Sur son écran d’ordinateur, elle jongle avec les fenêtres : la messagerie médicale sécurisée, les dossiers des patients, son planning des consultations et le portail de paiement de la Sécu. En quelques secondes, ses yeux parcourent des analyses de plusieurs pages, en langue médicale. Elle prendra le temps hors consultation, en soirée et sur des bouts de week-end, pour « faire la paperasse », rédiger les lettres demandées par des patients ou compléter leur dossier. « J’ai souvent bousculé ma vie privée pour mon travail », confesse-t-elle. Entre les soins et les actions de prévention, ses trois journées passées à la maison des Moulins sont longues. Elle consacre également deux demi-journées à l’hôpital d’Armentières, où elle dirige le service d’ortho-génie, qui procède aux avortements. Il ne s’agit pas d’une « vocation ». Elle réprouve cette idée « qu’on serait appelé à faire quelque chose » et qui sous-entend « qu’on devrait exercer sans se plaindre ».

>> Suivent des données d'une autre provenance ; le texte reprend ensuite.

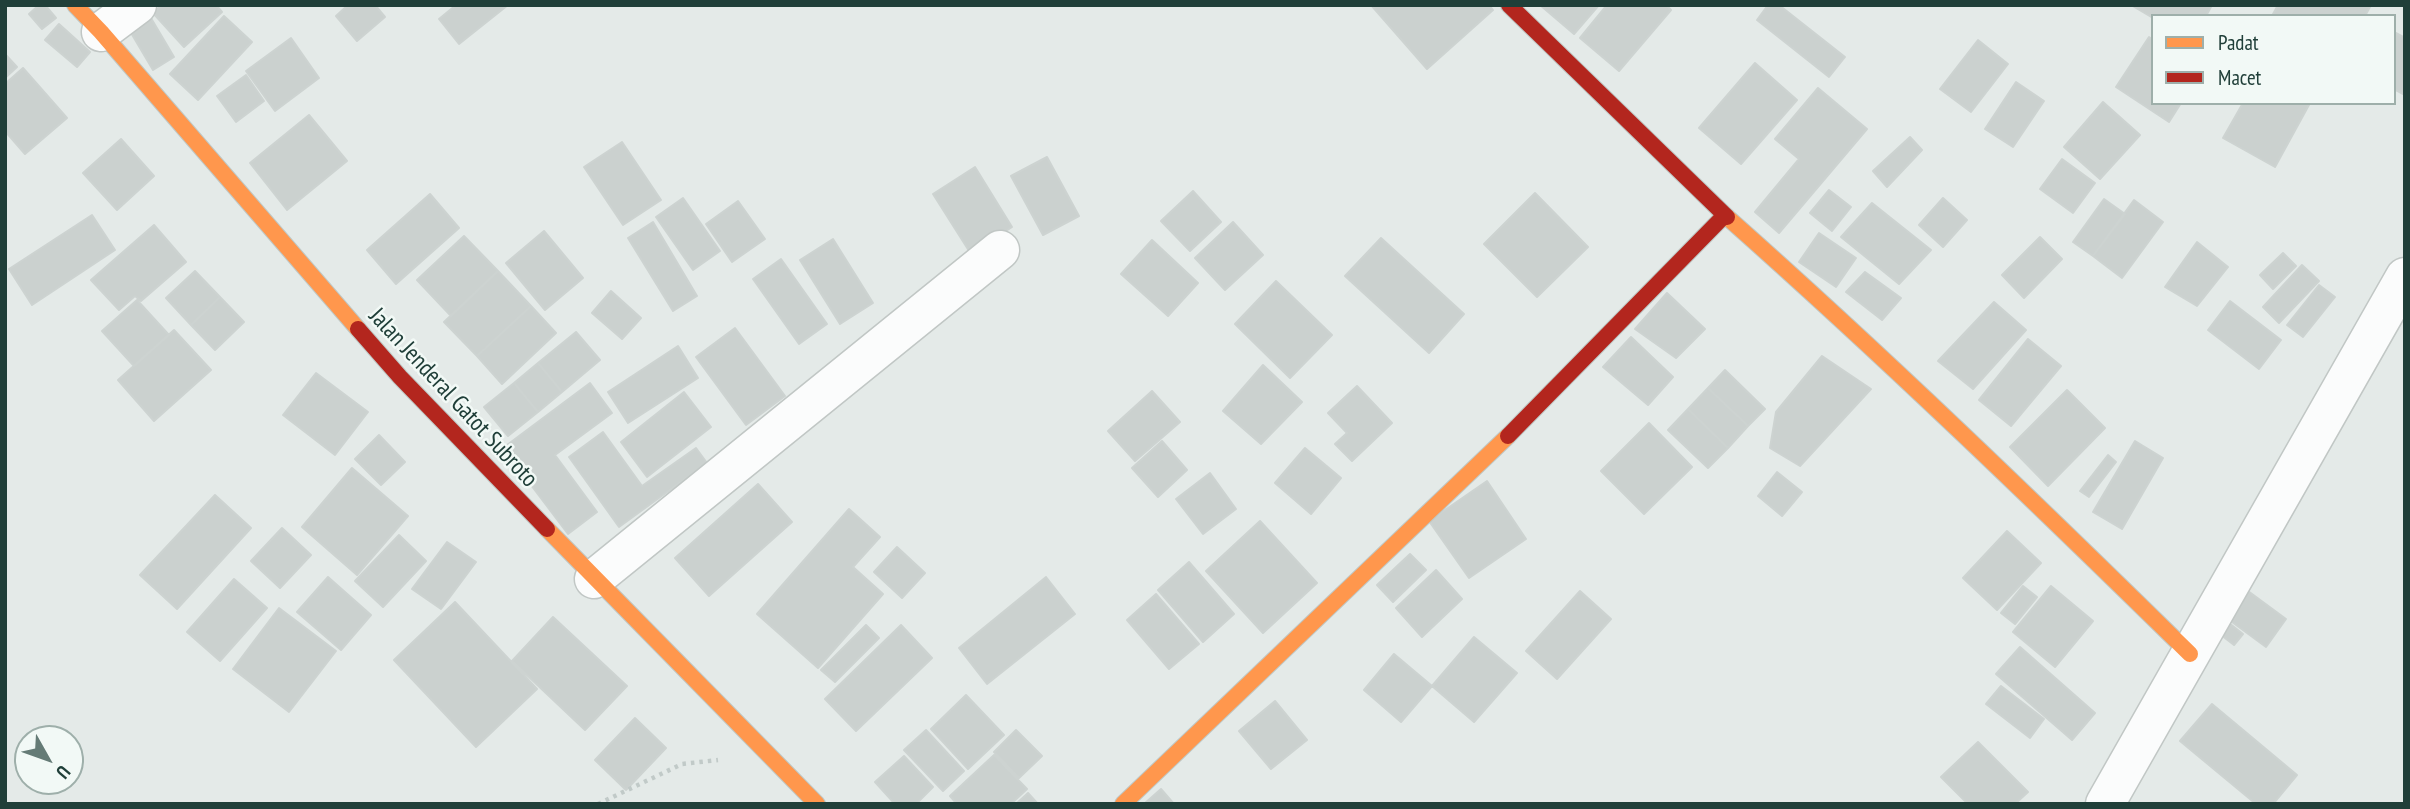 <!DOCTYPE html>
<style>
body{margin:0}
#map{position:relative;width:2410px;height:809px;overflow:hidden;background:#e4eae8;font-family:"PT Sans Narrow",sans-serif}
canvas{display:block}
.frame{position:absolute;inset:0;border:7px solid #203f39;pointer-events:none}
.legend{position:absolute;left:2151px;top:14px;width:245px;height:91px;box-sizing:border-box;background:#f2f9f6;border:2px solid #9eafaa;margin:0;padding:9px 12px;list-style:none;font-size:21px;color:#203f39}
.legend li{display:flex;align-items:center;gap:14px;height:35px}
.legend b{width:35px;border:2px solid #9eafaa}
.north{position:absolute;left:14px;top:725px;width:70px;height:70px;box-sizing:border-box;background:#f2f9f6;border:2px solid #9eafaa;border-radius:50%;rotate:130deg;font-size:19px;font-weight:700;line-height:28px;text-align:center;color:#203f39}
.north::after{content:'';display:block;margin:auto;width:24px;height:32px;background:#657b76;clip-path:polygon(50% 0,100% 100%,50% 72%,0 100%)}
</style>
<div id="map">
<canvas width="2410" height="809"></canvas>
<div class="frame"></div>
<ul class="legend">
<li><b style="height:9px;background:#ff974d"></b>Padat</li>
<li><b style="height:9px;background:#b3261e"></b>Macet</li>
</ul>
<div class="north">U</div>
</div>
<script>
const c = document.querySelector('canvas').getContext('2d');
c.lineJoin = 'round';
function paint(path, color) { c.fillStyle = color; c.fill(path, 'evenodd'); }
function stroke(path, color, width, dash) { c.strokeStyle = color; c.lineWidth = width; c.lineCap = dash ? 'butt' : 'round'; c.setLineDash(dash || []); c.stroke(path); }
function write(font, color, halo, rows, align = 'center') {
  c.font = font + ' "PT Sans Narrow",sans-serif'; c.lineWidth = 5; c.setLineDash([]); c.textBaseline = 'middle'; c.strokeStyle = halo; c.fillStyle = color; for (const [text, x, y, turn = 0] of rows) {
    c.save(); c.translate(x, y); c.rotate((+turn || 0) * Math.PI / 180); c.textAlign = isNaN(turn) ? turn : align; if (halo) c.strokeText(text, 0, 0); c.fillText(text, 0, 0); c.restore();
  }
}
const building = new Path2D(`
 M39,5H45L56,18L42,29L29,14Z
 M162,5H216L222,12L184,47L153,13Z
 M348,5H375L385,17L357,41L336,16Z
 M456,5H508L459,44L439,19Z
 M1371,5H1489L1493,10L1427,69Z
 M1540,5H1599L1574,34Z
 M1607,5H1666L1671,10L1619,71L1580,38Z
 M1768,5H1779L1845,57L1829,77L1757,20Z
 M2131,5H2212L2206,16H2153V18Z
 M2278,5H2371L2365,16H2272Z
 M145,8L174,57L153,70L124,21Z
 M224,16L252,42L198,100L170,74Z
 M59,24L90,52L77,67L45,40Z
 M2394,32L2405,38V95L2394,89Z
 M2149,37L2153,40V103H2181L2169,122L2116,87Z
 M291,38L319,78L275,111L246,71Z
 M1978,40L2008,64L1971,112L1940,89Z
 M5,54L17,67L5,78Z
 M1755,63L1797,100L1741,164L1699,128Z
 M23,68L67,118L25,154L5,131V84Z
 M246,75L264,101L236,122L217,96Z
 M2016,82L2044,101L2013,147L1985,129Z
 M1818,88L1867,129L1779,233L1755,212L1799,159L1775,139Z
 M2103,102L2140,135L2100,179L2064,147Z
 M2243,103H2310L2275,167L2223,138Z
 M309,115L347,161L287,210L250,163Z
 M1910,137L1922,150L1887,187L1873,171Z
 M121,139L154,176L117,210L83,173Z
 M622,142L661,200L623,225L584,167Z
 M1047,157L1079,216L1043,235L1011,176Z
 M2062,159L2095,183L2073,213L2040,189Z
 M975,167L1012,227L971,254L933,194Z
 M1829,190L1851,207L1832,231L1810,213Z
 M1193,191L1221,222L1190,251L1161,221Z
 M1535,193L1588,247L1537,297L1484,244Z
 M430,194L459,228L396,284L367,250Z
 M683,198L720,251L693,270L656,217Z
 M1943,198L1967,220L1943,247L1919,225Z
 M2104,199L2125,214L2093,256L2073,242Z
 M2134,200L2163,222L2122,278L2093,256Z
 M738,201L765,239L732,262L706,224Z
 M1872,203L1931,250L1899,284L1841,237Z
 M92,215L115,250L32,305L9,269Z
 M653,222L697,296L673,311L628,238Z
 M1233,222L1263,255L1225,290L1195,258Z
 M154,225L186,262L141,301L135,296L119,310L91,280Z
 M544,231L583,278L545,310L506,263Z
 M1819,233L1856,258L1836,287L1799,262Z
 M464,236L498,271L451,316L417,280Z
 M2040,237L2062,259L2024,298L2002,275Z
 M1381,238L1464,314L1429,353L1345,276Z
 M833,239L873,303L840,324L800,260Z
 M1152,240L1198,283L1168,316L1121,274Z
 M2197,242L2228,267L2197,306L2165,287Z
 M2283,253L2296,266L2273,289L2260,275Z
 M781,259L827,324L799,344L753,279Z
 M2302,265L2319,281L2279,323L2263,307Z
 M195,271L220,297L191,325L166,298Z
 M498,271L531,306L477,356L444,322Z
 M1865,272L1901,298L1882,320L1846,292Z
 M1276,281L1332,335L1290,378L1235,324Z
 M2319,285L2335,297L2303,337L2287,325Z
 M611,291L641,318L622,339L592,313Z
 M1667,293L1705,329L1676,358L1635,329Z
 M220,297L244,322L215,350L191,325Z
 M137,300L169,335L134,366L102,331Z
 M2230,301L2281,340L2259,369L2208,330Z
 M1994,302L2026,330L1973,389L1938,361Z
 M531,306L556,333L502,384L477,356Z
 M735,328L785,396L746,425L696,357Z
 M174,330L211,370L154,421L118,380Z
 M576,332L600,360L562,392L538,363Z
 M1631,337L1673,377L1648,405L1603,367Z
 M2028,339L2061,366L2011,426L1979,400Z
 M678,346L698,378L628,423L608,392Z
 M1822,356L1871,389L1800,466L1770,448L1776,412Z
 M538,363L562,392L538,412L514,383Z
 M1263,365L1302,402L1261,444L1223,411Z
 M1725,370L1765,409L1748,426L1708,388Z
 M316,373L368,412L335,455L283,415Z
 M514,383L538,412L508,436L484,407Z
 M590,383L612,413L555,455L597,512L568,534L503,448Z
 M1357,386L1392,423L1352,461L1335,444L1347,433L1328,413Z
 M1708,388L1748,426L1728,448L1688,409Z
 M2067,390L2105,428L2048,486L2010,447Z
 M1152,391L1180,422L1135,461L1108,431Z
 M684,392L711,427L647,477L621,442Z
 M1688,409L1728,448L1708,468L1668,430Z
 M1649,423L1692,467L1644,514L1601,471Z
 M603,432L642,486L696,448L707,463L619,527L569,457Z
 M379,435L405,462L381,485L355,459Z
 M1162,441L1187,470L1158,497L1132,468Z
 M2135,441L2163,458L2122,529L2093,512Z
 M1305,448L1341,478L1311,514L1275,483Z
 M2108,455L2116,462L2089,497L2080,491Z
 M352,468L408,516L357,575L302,527Z
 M1777,472L1802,492L1782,516L1758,496Z
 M1210,473L1236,509L1203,534L1176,499Z
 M1487,481L1526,539L1469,578L1429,521Z
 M758,484L792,522L709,596L675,558Z
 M215,495L251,528L177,609L140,575Z
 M849,509L880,537L853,567L883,594L818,668L757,614Z
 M1260,521L1317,583L1263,633L1206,571Z
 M282,528L311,555L280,588L251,561Z
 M2007,531L2041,563L1997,610L1963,578Z
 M399,535L426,561L383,607L355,581Z
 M447,542L476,562L441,609L412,589Z
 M897,547L925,573L902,598L874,572Z
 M1410,554L1426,570L1393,602L1377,585Z
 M1189,562L1234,614L1203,642L1158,590Z
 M1436,570L1462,599L1422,637L1396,608Z
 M328,577L371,615L341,650L297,612Z
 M1046,577L1075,614L987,684L959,648Z
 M234,579L267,608L220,661L187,632Z
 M2023,586L2037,597L2015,624L2001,613Z
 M2051,586L2093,621L2055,667L2013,632Z
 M1580,591L1611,619L1557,679L1526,651Z
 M2248,591L2286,619L2266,647L2228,619Z
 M1156,594L1199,644L1169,669L1127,620Z
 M455,602L537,689L476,747L394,660Z
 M279,608L336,651L289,712L233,669Z
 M2220,616L2243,634L2234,645L2212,628Z
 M553,617L627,686L585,730L512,661Z
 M866,625L879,638L835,682L821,670Z
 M901,625L932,658L856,731L825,699Z
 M1474,637L1517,673L1474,722L1432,686Z
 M2020,647L2095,713L2072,740L1996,674Z
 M1394,654L1432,686L1401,722L1364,690Z
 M2001,686L2044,719L2030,738L1986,704Z
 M966,695L1004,735L968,769L931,729Z
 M1275,701L1307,740L1271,769L1239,731Z
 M2212,704L2297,775L2273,804H2256L2180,741Z
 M635,718L666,748L626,790L595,760Z
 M926,730L964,771L943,791L904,750Z
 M1016,730L1042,756L1019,778L994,752Z
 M1978,742L2028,792L2015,804H1968L1941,777Z
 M994,755L1027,789L1011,804H957L950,796Z
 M904,756L933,787L916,804H895L875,782Z
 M1161,789L1174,804H1144Z
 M1028,793L1038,804H1016Z`);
const path = new Path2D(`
 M598,804L682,764L718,760`);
const street = new Path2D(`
 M101,32L137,5
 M594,579L1000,250
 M2105,804L2405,277`);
const slow = new Path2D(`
 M75,5L101,32L358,329
 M1727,217C1886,358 2038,505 2190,654
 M547,529L817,804
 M1123,804L1508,436`);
const jam = new Path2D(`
 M1509,5L1727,217
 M358,329L400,377L547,529
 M1508,436L1725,215`);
const streetNames = [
 ["Jalan Jenderal Gatot Subroto",453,398,47]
];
paint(building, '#cbd1cf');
stroke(building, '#cdd3d1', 2);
stroke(street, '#c1c7c5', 41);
stroke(slow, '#bfc8c5', 18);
stroke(jam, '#bfc8c5', 18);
stroke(path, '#c1cac8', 4.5, [3.5, 5]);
stroke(street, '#fbfcfc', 38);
stroke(slow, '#ff974d', 16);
stroke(jam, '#b3261e', 16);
write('24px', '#203f39', '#f2f9f6', streetNames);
</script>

Une mère entre au cabinet, bouleversée. Son enfant lui a été retiré quelques jours plus tôt par les services de protection de l’enfance, qui soupçonnent des violences. Sa douleur explose. Elle a besoin d’une lettre de la médecin attestant qu’elle n’a jamais constaté de violences. Marie-Jeanne Martin promet de se replonger dans son dossier et de n’omettre aucun détail. Le rendez-vous se termine. Marie-Jeanne Martin note quelques abréviations sur le dossier du patient, avant de passer à l’histoire suivante. « Voilà, c’est la médecine générale », souffle-t-elle. Pas facile de tenir toutes ces histoires à distance. Le remède : « Le matin, en voiture, c’est France Culture ; le soir, c’est Nostalgie. »

Évidemment, « c’est fatigant ». D’ailleurs, oui, Marie-Jeanne Martin est fatiguée. À 65 ans, avec trois petits-enfants, elle compte prendre du recul à partir du mois de juillet. Mais elle continuera les consultations à un rythme moindre. Comme si elle était incapable d’arrêter complètement, après une vie consacrée à soigner les autres.

La maison des Moulins compte aujourd’hui cinq médecins, deux accueillantes, trois infirmières, deux psychologue, trois orthophonistes et une comptable. En 2010, les services du gouvernement sont venus chercher Marie-Jeanne Martin et son équipe pour participer à l’expérimentation d’un modèle de centre de santé misant sur le collectif, l’addition des compétences et une médecine du quotidien qui accompagne. Elle a donné naissance l’année suivante à un nouveau statut juridique permettant de percevoir des subventions, en complément du remboursement des consultations : la société interprofessionnelle de soins ambulatoires (Sisa), qui regroupe aussi, aux Moulins, un kiné, un pharmacien et un podologue. En une décennie, ce modèle s’est propagé. On dénombre aujourd’hui 1 509 Sisa en France, selon le ministère de la Santé.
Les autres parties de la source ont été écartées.